Set down, word for word, each line from the top of the data through the line that has "display:grid; place-content:center; width:91px;"; omit every picture.

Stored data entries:
"""
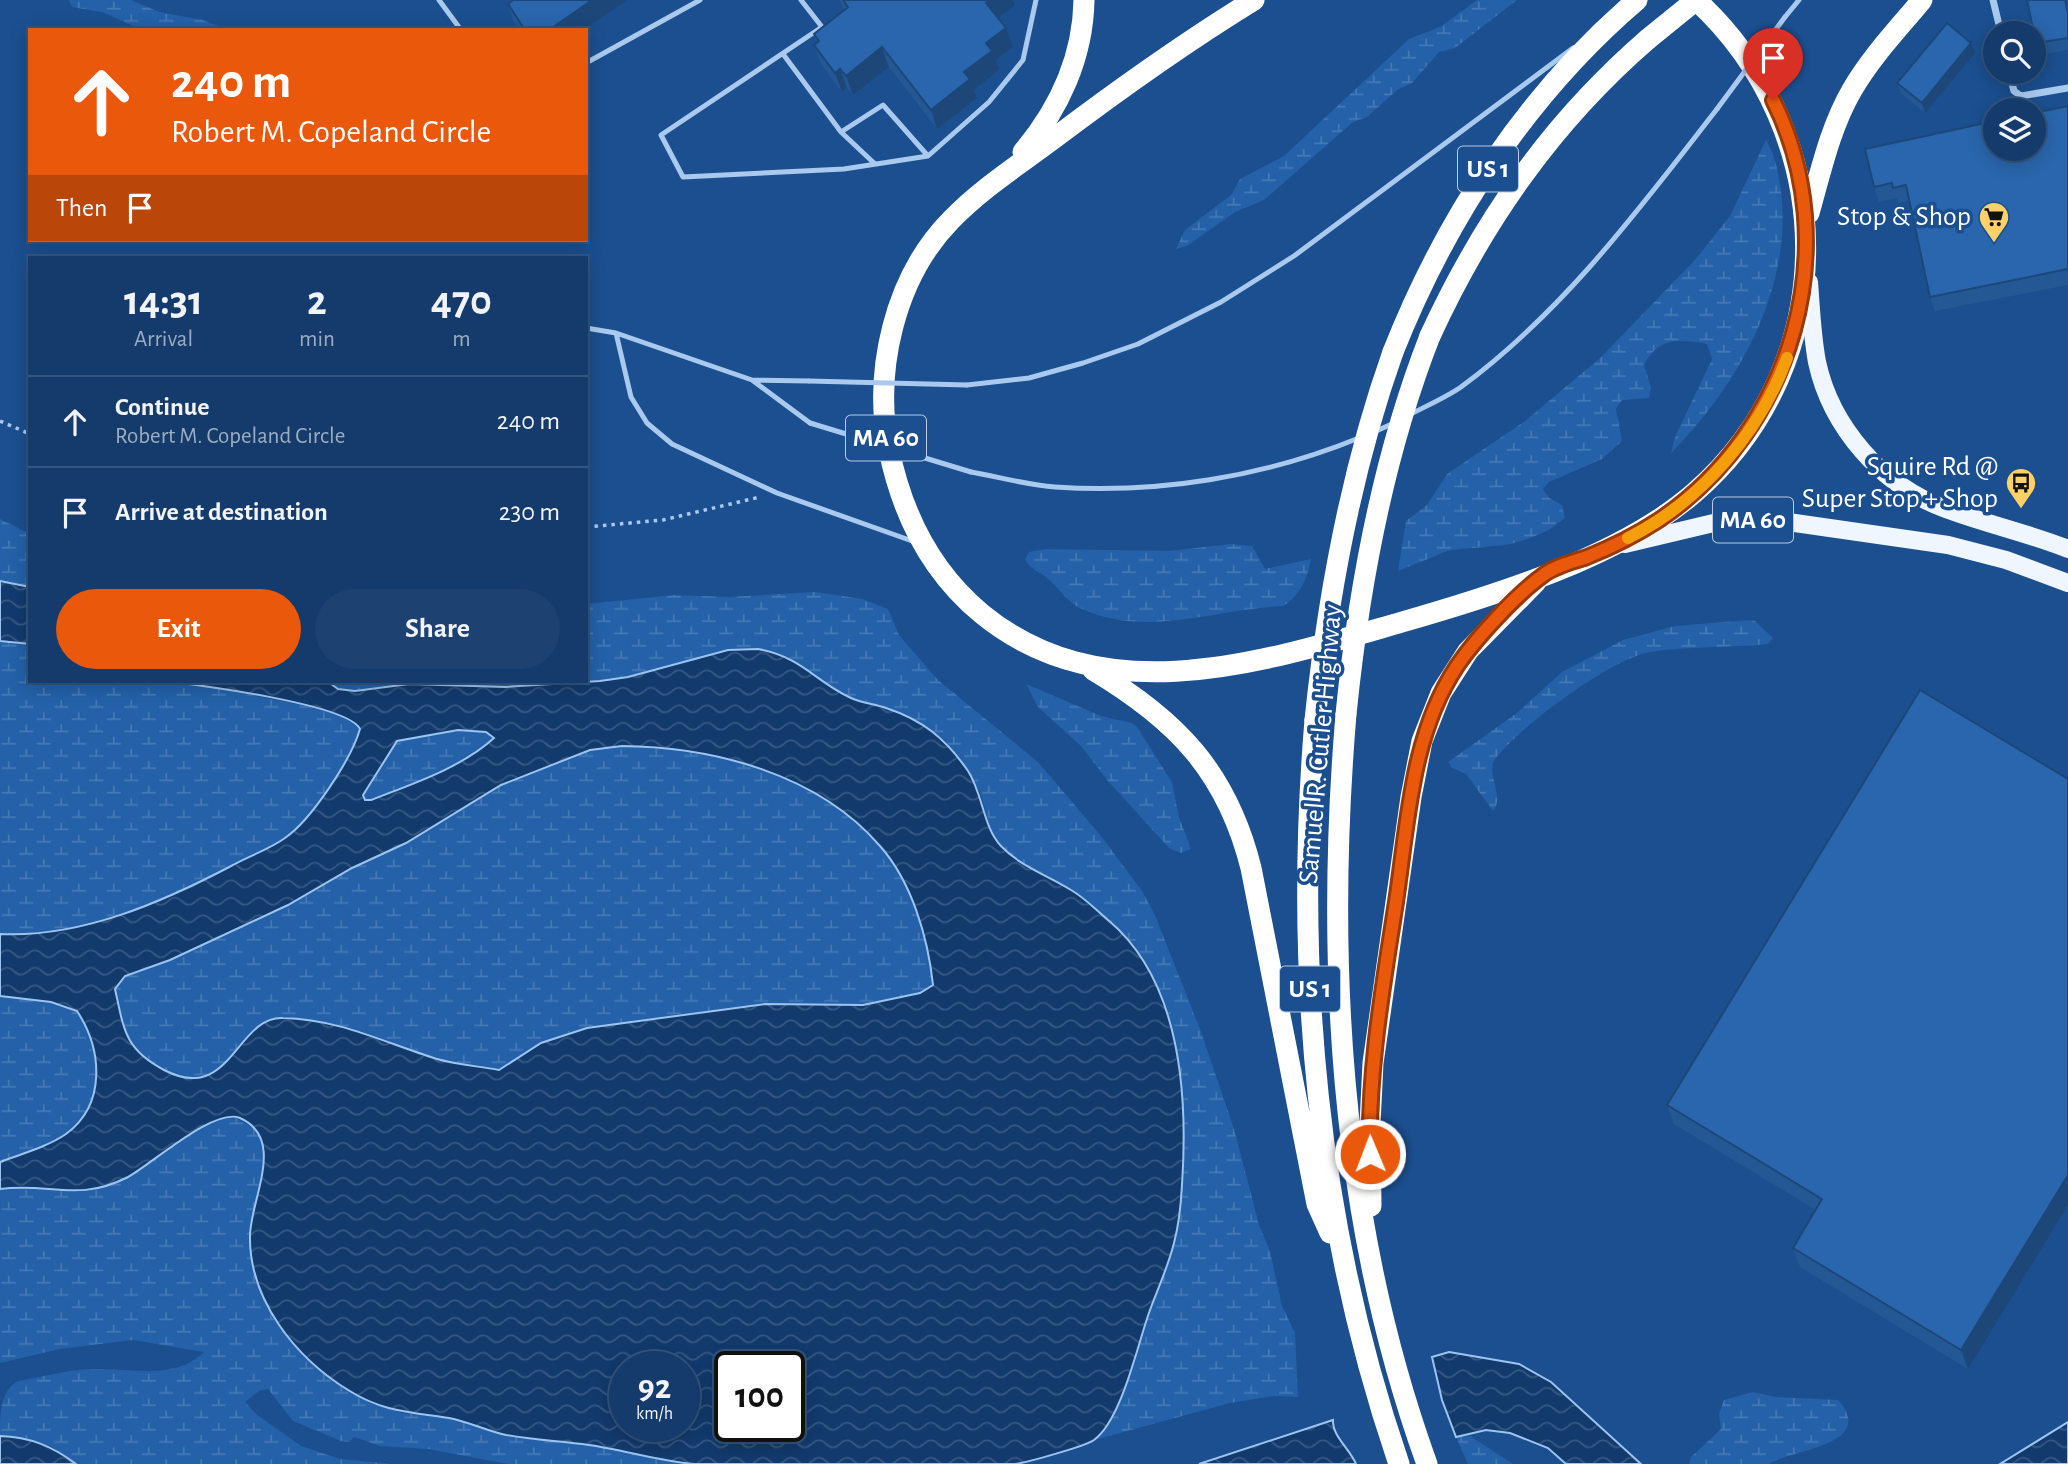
<!DOCTYPE html>
<html lang="en">
<head>
<meta charset="utf-8">
<style>
	:root { --surface:#143b6b; --page:#1d4271; --text:#f1f3f6; --muted:#9dadc1; --line:#33557e; --accent:#ea580c }
	body { margin:0; font-family:"Alegreya Sans",sans-serif; background:var(--page); color:var(--text); height:100vh; display:flex; flex-direction:column; font-size:26px; white-space:nowrap }
	* { box-sizing:border-box; margin:0 }
	p { font-size:23px; color:var(--muted) }
	.icon { flex:none; width:38px; height:38px; fill:none; stroke:currentColor; stroke-width:2; stroke-linecap:round; stroke-linejoin:round }
	.map { position:relative; flex:1; overflow:hidden }
	.sheet { position:absolute; left:28px; top:256px; width:560px; height:427px; display:flex; flex-direction:column; background:var(--surface); border-radius:0px; box-shadow:0 4px 18px #0003,0 0 0 2px var(--line) }
	.sheet>* { flex:none }
	.hud { position:absolute; left:28px; top:28px; width:560px; height:214px; border-radius:0px; box-shadow:0 4px 18px #0003,0 0 0 2px var(--line); background:#ea580c; color:#fff; overflow:hidden }
	.fabs { position:absolute; left:1983px; top:21px; display:grid; gap:14px }
	.fabs a { display:grid; place-items:center; width:63px; height:63px; border-radius:50%; background:var(--surface); box-shadow:0 4px 18px #0003,0 0 0 2px var(--line); font-size:35px }
	.speed { position:absolute; left:609px; top:1351px; display:flex; gap:14px; font-size:35px; font-weight:700; text-align:center }
	.speed>* { display:grid; place-content:center; width:91px; height:91px; border-radius:50%; background:var(--surface); box-shadow:0 4px 18px #0003,0 0 0 2px var(--line); line-height:1 }
	.speed small { font-size:18px; font-weight:400 }
	.speed .limit { border:4px solid #111; border-radius:10px; background:#fff; color:#111 }
	.pin { position:absolute; display:grid; place-items:center; width:60px; height:60px; color:#fff; margin:-72px -30px; border-radius:50% 50% 50% 0; rotate:-45deg; box-shadow:0 0 7px #0007 }
	.pin .icon { rotate:45deg }
	.me { position:absolute; width:77px; margin:-38px; rotate:359deg; stroke-linejoin:round; filter:drop-shadow(0 0 5px #0008) }
	.turn { display:flex; align-items:center; gap:24px; height:147px; padding:0 28px; font-size:32px }
	.turn .icon { width:91px; height:91px; stroke-width:2.5 }
	.turn b { display:block; font-size:49px; line-height:60px }
	.then { display:flex; align-items:center; height:66px; padding:0 28px; background:#0003; gap:14px; font-size:26px }
	.eta { display:flex; justify-content:space-evenly; align-items:center; height:119px; text-align:center }
	.eta b { font-size:42px; font-weight:700; line-height:49px }
	.primary-button { display:flex; gap:14px; margin-top:auto; padding:14px 28px }
	.primary-button a { flex:1; height:80px; border-radius:42px; background:var(--accent); color:#fff; font-size:28px; font-weight:700; line-height:80px; text-align:center }
	.primary-button a+a { background:var(--page); color:var(--text) }
	ul { padding:0; list-style:none }
	li { display:flex; align-items:center; gap:21px; height:91px; padding:0 28px; border-top:2px solid var(--line) }
	li div { flex:1 }
	li b { display:block; font-size:26px }
	li em { font-style:normal }
	.map>svg:first-child { display:block }
</style>
</head>
<body>
<div class="map">
<svg width="2068" height="1464" viewBox="0 0 2068 1464">
	<defs>
		<pattern id="wetland-marsh" width="20" height="14" patternUnits="userSpaceOnUse" patternTransform="scale(1.75)"><rect width="20" height="14" fill="#2461a8"/><path d="M1 5h8M5 5V1M11 12h8M15 12V8" fill="none" stroke="#4579b5"/></pattern>
		<pattern id="water-waves" width="16" height="10" patternUnits="userSpaceOnUse" patternTransform="scale(1.75)"><rect width="16" height="10" fill="#123a6d"/><path d="M0 5q4-4 8 0t8 0" fill="none" stroke="#365883"/></pattern>
	</defs>
	<rect width="100%" height="100%" fill="#1b4f8f"/>
	<path fill="url(#wetland-marsh)" d="M69 0H131L159 12 203 20 229 30H142L102 12 72 7Z
		M1477 0H1517L1455 48 1439 52 1412 83 1397 90 1367 117 1353 122 1264 200 1235 212 1187 246 1176 249 1185 230 1231 195 1240 179 1284 156 1409 39 1440 27Z
		M1766 140C1775 154 1779 175 1781 191 1793 288 1738 386 1671 453L1675 437 1712 359 1707 344C1680 339 1658 337 1644 365L1651 387 1649 398 1622 400 1616 409 1622 441 1602 459 1549 482 1543 489 1549 498 1562 505 1565 518 1549 530 1528 539 1507 545 1450 550 1398 571 1406 521 1427 505 1447 474 1525 421 1599 359 1694 261 1730 216Z
		M0 519 30 534V587L0 581Z
		M1231 544 1252 546 1265 569 1311 559C1307 579 1301 595 1283 606 1216 609 1145 639 1080 608 1067 602 1059 588 1048 579 1039 570 1031 571 1025 559L1029 552 1046 549 1170 551Z
		M816 592 862 599 888 609 899 635 938 680 1038 762 1101 836 1142 891 1154 913 1200 1029 1234 1129 1259 1225 1270 1251 1282 1306 1295 1333 1298 1397 1274 1396 1230 1403 1094 1440 1113 1413 1135 1363 1148 1315 1176 1238 1182 1194 1184 1118 1135 946 1074 891 1014 858 994 839 980 792 945 740 910 717 847 697 811 672 728 650 628 677 600 681 505 687 409 684 355 691 338 689 327 681H586V604L674 595 729 597Z
		M1749 620 1755 621 1773 638 1768 644C1729 648 1689 646 1650 652 1610 659 1516 729 1493 762 1489 778 1504 799 1493 811L1466 774 1452 768 1448 762 1517 713 1562 672 1623 640 1675 626Z
		M0 641 30 644V681H165L200 685 332 711 353 719 360 729C351 760 312 819 285 838 270 849 249 856 233 865 163 902 82 938 0 934Z
		M1026 684 1101 716 1132 723 1137 727 1172 782 1179 817 1191 849 1181 853 1169 848 1108 781 1081 746 1038 707Z
		M458 730 486 732 495 738C461 768 412 784 371 801L365 800 362 795 397 741Z
		M622 746C714 747 818 774 880 846 912 883 926 938 933 985L920 993 863 1005 765 1004 587 1028 541 1043 499 1070 460 1065 394 1044 257 1026C229 1061 203 1097 156 1066 145 1058 132 1049 125 1036 118 1022 119 1004 115 989L125 976 170 960 288 905 352 868 406 843 501 785 590 750Z
		M0 996 51 1002 77 1011C102 1050 107 1103 66 1134 47 1147 21 1154 0 1162Z
		M231 1115 257 1130 264 1147 258 1203 249 1230 260 1284 275 1321 331 1379 371 1403 402 1413 452 1419 503 1434 587 1445 697 1464H508L428 1449 380 1446 354 1437 349 1442 341 1441 293 1421 268 1389 259 1391 245 1402 256 1414 301 1446 340 1459 392 1464H76L51 1446 0 1436C0 1414 0 1391 18 1381 43 1377 69 1369 94 1369 131 1368 174 1381 204 1352L133 1340 60 1349 0 1363V1189C34 1183 69 1198 103 1187 149 1172 185 1125 231 1115Z
		M1753 1392 1776 1397 1838 1400C1879 1446 1787 1450 1769 1464H1689L1691 1457 1721 1429 1719 1414 1724 1400Z
		M1470 1436 1513 1464H1468L1456 1437Z"/>
	<path fill="url(#water-waves)" stroke="#9cc4f0" stroke-width="2" fill-rule="evenodd" d="M0 581 30 587V644L0 641Z
		M758 649C804 658 814 681 851 698 862 703 874 704 886 708 923 720 946 739 968 771 983 794 983 827 1001 846 1021 867 1047 875 1071 890 1085 898 1096 910 1108 920 1181 981 1188 1096 1182 1185 1181 1204 1179 1224 1174 1243 1168 1267 1158 1288 1150 1310 1138 1342 1122 1420 1094 1440 1086 1446 1025 1463 1015 1464 964 1464 911 1464 860 1464 805 1464 749 1464 694 1464 658 1461 624 1450 589 1445 561 1441 533 1440 506 1435 487 1431 469 1422 449 1418 410 1412 383 1412 348 1390 296 1358 249 1300 250 1236 250 1200 287 1139 240 1118 214 1107 152 1164 128 1177 77 1203 49 1182 0 1189V1162C21 1154 47 1147 66 1134 107 1104 102 1049 77 1011L51 1002 0 996V934C81 938 163 902 233 865 249 856 270 849 285 838 311 820 351 760 360 729 348 704 198 685 165 681H327L338 689 355 691 409 684 505 687 600 681 628 677 728 650ZM458 730 486 732 494 738C461 768 412 784 371 800H365L363 795 397 741ZM622 746C714 747 818 774 880 846 912 882 928 938 933 985L920 993 863 1005 765 1004 587 1028 541 1043 499 1070C478 1066 458 1065 437 1059 385 1043 339 1019 283 1018 236 1016 231 1105 164 1070 124 1049 124 1029 115 989L125 976 170 960 288 905 352 868 406 843 501 785 590 750ZM625 1367H684V1426H625ZM730 1367H789V1426H730Z
		M1449 1352 1519 1364 1551 1382 1641 1464H1566L1548 1448 1510 1433 1486 1430 1456 1437 1442 1400 1432 1357Z
		M1333 1420C1332 1436 1350 1449 1356 1464H1199Z
		M2068 1422V1464H2000Z
		M0 1436C30 1437 52 1446 76 1464H0Z"/>
	<g fill="none" stroke-linecap="round" stroke-linejoin="round">
		<path stroke="#a9c9ee" stroke-width="3.5" stroke-dasharray="3.5 5" stroke-linecap="butt" d="M0 421 30 434
			M586 527 663 520 760 497"/>
		<path stroke="#a9c9ee" stroke-width="5" d="M439 0 461 30
			M801 0 822 27 661 135 683 177 844 169 928 156 989 102 1023 60 1036 0
			M1785 17 1799 0
			M783 54 841 132 875 164
			M586 63 700 0
			M841 132 883 105 928 156
			M586 328 616 333 752 380 810 423
			M616 333 631 397 647 423 672 444 777 493 915 542
			M752 380 809 381
			M967 385 1029 378 1083 363 1138 344 1221 302 1294 256 1573 48
			M1409 415C1426 406 1445 398 1461 387 1564 311 1639 209 1717 109
			M1374 432 1394 423
			M971 472C999 477 1027 485 1055 487 1158 494 1263 477 1359 438"/>
		<path stroke="#a9c9ee" stroke-width="7" d="M1993 0 2001 33
			M2009 72 2014 91 2021 96 2068 88"/>
		<path stroke="#f0f6ff" stroke-width="18" d="M1809 282C1811 308 1812 335 1817 362 1831 427 1882 486 1946 509 1986 524 2028 533 2068 549
			M1625 544 1722 521H1781L1948 545 2006 560 2068 583"/>
		<path stroke="#fff" stroke-width="21" d="M1254 0C1184 43 1118 90 1052 140 1017 166 981 189 951 220 894 278 873 372 889 450 902 513 931 572 982 614 1105 715 1266 661 1402 622 1496 595 1620 557 1694 493 1845 362 1840 132 1696 0
			M1023 152C1059 109 1083 57 1084 0
			M1809 213C1821 171 1830 128 1852 90 1871 57 1898 29 1922 0
			M1430 336C1483 221 1552 122 1648 39
			M1393 352C1446 218 1527 94 1637 0
			M1093 670C1177 720 1227 772 1251 868L1317 1204 1330 1233
			M1346 714C1325 966 1340 1224 1427 1464
			M1315 720C1294 971 1317 1225 1399 1464
			M1371 1206 1370 1124 1373 1063 1411 797 1422 741 1441 693 1468 651 1536 582"/>
		<path stroke="#a9c9ee" stroke-width="5" d="M1717 109 1785 17
			M809 381 967 385
			M810 423 971 472"/>
		<path stroke="#fff" stroke-width="21" d="M1648 39 1696 0
			M1346 714C1359 585 1383 456 1430 336
			M1315 720C1328 595 1351 470 1393 352"/>
	</g>
	<path fill="#245895" d="M509 0H627L584 30H519L514 23 508 4 511 2Z
		M839 0H1013L1015 5 998 18 1013 47 996 60 999 70 974 90 977 98 937 129 889 67 853 95 847 88 842 92 821 64 814 45 817 43 814 34 844 11Z
		M2068 5V50L2040 55 2036 43Z
		M1975 53 1925 113 1901 93 1897 83Z
		M2068 106V285L1935 311 1930 297 1909 200 1898 203 1897 198 1879 202 1874 187Z
		M1920 690 1968 1369 1800 1267 1793 1248 1816 1210 1674 1124 1667 1105Z"/>
	<path fill="#1d4779" d="M592 0H627L584 30H549Z
		M990 0H1013L1015 5 993 22 986 3Z
		M1006 28 1013 47 996 60 999 70 974 90 977 98 937 129 931 110 964 72 986 43Z
		M1971 43 1975 53 1925 113 1922 103Z
		M882 47 889 67 853 95 846 76Z
		M840 69 847 88 842 92 835 73Z
		M2068 1175V1205L1968 1369 1961 1350Z"/>
	<path fill="#2a66ad" stroke="#1d4779" stroke-width="2" d="M513 0H592L549 30H525L508 4Z
		M843 0H990L986 3 1006 28 986 43 992 51 964 72 970 79 931 110 882 47 846 76 840 69 835 73 814 45 819 41 814 34 848 7Z
		M2027 0H2065L2068 13V38L2036 43Z
		M1947 23 1971 43 1922 103 1897 83Z
		M2068 106V269L1930 297 1906 185 1893 188 1892 183 1874 187 1865 149 1995 121V149H2034V113Z
		M1920 690 2068 779V1175L1961 1350 1793 1248 1822 1199 1667 1105Z"/>
	<g fill="none" stroke-linecap="round" stroke-linejoin="round">
		<g stroke="#983908" stroke-width="18">
			<path id="route" d="M1370 1154C1368 1070 1383 986 1396 902 1408 822 1411 735 1457 666 1475 639 1516 595 1542 576 1554 566 1573 562 1587 557 1612 547 1636 535 1659 520 1793 430 1846 246 1773 100"/>
		</g>
		<use href="#route" stroke="#ea580c" stroke-width="12"/>
		<path stroke="#f59e0b" stroke-width="12" d="M1628 538C1701 501 1759 434 1787 358"/>
	</g>
	<defs>
		<g id="supermarket-pin" transform="scale(1.575)"><path d="M0 17L-7.5 6A9.5 9.5 0 1 1 7.5 6Z" fill="#ffd166" stroke="#1b4f8f"/><path d="M-6-5.5h2.5l.6 2H6L4.5 2H-2.5L-4.4-4H-6ZM-1.5 3.2a1.3 1.3 0 1 0 .1 0ZM3 3.2a1.3 1.3 0 1 0 .1 0Z" fill="#111"/></g>
		<g id="bus-pin" transform="scale(1.575)"><path d="M0 17L-7.5 6A9.5 9.5 0 1 1 7.5 6Z" fill="#ffd166" stroke="#1b4f8f"/><path d="M-5-6H5V4H4V6H2V4H-2V6H-4V4H-5ZM-3.5-4V0h7V-4ZM-3.5 1.2v1.5H-2V1.2ZM2 1.2v1.5H3.5V1.2Z" fill="#111"/></g>
	</defs>
	<g fill-rule="evenodd">
		<use href="#supermarket-pin" x="1994" y="217"/>
		<use href="#bus-pin" x="2021" y="483"/>
	</g>
	<g text-anchor="middle" dominant-baseline="central" stroke-width="7" stroke-linejoin="round" paint-order="stroke">
		<g fill="#1b4f8f" stroke="#bbcadd" stroke-width="2">
			<rect x="1458" y="146.5" width="60" height="45" rx="5"/>
			<rect x="846" y="415.5" width="80" height="45" rx="5"/>
			<rect x="1713" y="497.5" width="80" height="45" rx="5"/>
			<rect x="1280" y="966.5" width="60" height="45" rx="5"/>
		</g>
		<g font-size="26" font-weight="bold" fill="#fff">
			<text x="1488" y="169">US 1</text>
			<text x="886" y="438">MA 60</text>
			<text x="1753" y="520">MA 60</text>
			<text x="1310" y="989">US 1</text>
		</g>
		<g font-size="28" fill="#fff" stroke="#1b4f8f" text-anchor="end">
			<text x="1971" y="217">Stop &amp; Shop</text>
			<text x="1998" y="467">Squire Rd @<tspan x="1998" dy="32">Super Stop + Shop</tspan></text>
		</g>
		<g font-size="28" fill="#fff" stroke="#1b4f8f">
			<text transform="translate(1321 744) rotate(-85)">Samuel R. Cutler Highway</text>
		</g>
	</g>
</svg>
<div class="fabs">
<a><svg class="icon" aria-label="search" viewBox="0 0 24 24"><circle cx="10" cy="10" r="6"/><path d="M15 15l6 6"/></svg></a>
<a><svg class="icon" aria-label="layers" viewBox="0 0 24 24"><path d="M12 4l9 5-9 5-9-5zM3 14l9 5 9-5"/></svg></a>
</div>
<div class="speed"><div>92<small>km/h</small></div><div class="limit">100</div></div>
<div class="pin" style="left:1773px;top:100px;background:#d93025"><svg class="icon" aria-label="arrive" viewBox="0 0 24 24"><path d="M6 21V4h12l-3 4 3 4H6"/></svg></div>
<svg class="me" style="left:1370px;top:1154px" viewBox="-20 -20 40 40"><circle r="17" fill="#ea580c" stroke="#fff" stroke-width="3"/><path d="M0-11L8 9 0 5-8 9z" fill="#fff"/></svg>
<div class="hud">
<div class="turn"><svg class="icon" aria-label="ahead" viewBox="0 0 24 24"><path d="M12 20V5M6 11l6-6 6 6"/></svg><div><b>240 m</b>Robert M. Copeland Circle</div></div>
<div class="then">Then<svg class="icon" aria-label="arrive" viewBox="0 0 24 24"><path d="M6 21V4h12l-3 4 3 4H6"/></svg></div>
</div>
<section class="sheet">
<div class="eta">
<div><b>14:31</b><p>Arrival</p></div>
<div><b>2</b><p>min</p></div>
<div><b>470</b><p>m</p></div>
</div>
<ul>
<li><svg class="icon" aria-label="ahead" viewBox="0 0 24 24"><path d="M12 20V5M6 11l6-6 6 6"/></svg><div><b>Continue</b><p>Robert M. Copeland Circle</p></div><em>240 m</em></li>
<li><svg class="icon" aria-label="arrive" viewBox="0 0 24 24"><path d="M6 21V4h12l-3 4 3 4H6"/></svg><div><b>Arrive at destination</b></div><em>230 m</em></li>
</ul>
<div class="primary-button"><a>Exit</a><a>Share</a></div>
</section>
</div>
</body>
</html>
"""
• Completed task:
<!DOCTYPE html>
<html lang="en">
<head>
<meta charset="utf-8">
<style>
	:root { --surface:#143b6b; --page:#1d4271; --text:#f1f3f6; --muted:#9dadc1; --line:#33557e; --accent:#ea580c }
	body { margin:0; font-family:"Alegreya Sans",sans-serif; background:var(--page); color:var(--text); height:100vh; display:flex; flex-direction:column; font-size:26px; white-space:nowrap }
	* { box-sizing:border-box; margin:0 }
	p { font-size:23px; color:var(--muted) }
	.icon { flex:none; width:38px; height:38px; fill:none; stroke:currentColor; stroke-width:2; stroke-linecap:round; stroke-linejoin:round }
	.map { position:relative; flex:1; overflow:hidden }
	.sheet { position:absolute; left:28px; top:256px; width:560px; height:427px; display:flex; flex-direction:column; background:var(--surface); border-radius:0px; box-shadow:0 4px 18px #0003,0 0 0 2px var(--line) }
	.sheet>* { flex:none }
	.hud { position:absolute; left:28px; top:28px; width:560px; height:214px; border-radius:0px; box-shadow:0 4px 18px #0003,0 0 0 2px var(--line); background:#ea580c; color:#fff; overflow:hidden }
	.fabs { position:absolute; left:1983px; top:21px; display:grid; gap:14px }
	.fabs a { display:grid; place-items:center; width:63px; height:63px; border-radius:50%; background:var(--surface); box-shadow:0 4px 18px #0003,0 0 0 2px var(--line); font-size:35px }
	.speed { position:absolute; left:609px; top:1351px; display:flex; gap:14px; font-size:35px; font-weight:700; text-align:center }
	.speed>* { display:grid; place-content:center; width:91px; height:91px; border-radius:50%; background:var(--surface); box-shadow:0 4px 18px #0003,0 0 0 2px var(--line); line-height:1 }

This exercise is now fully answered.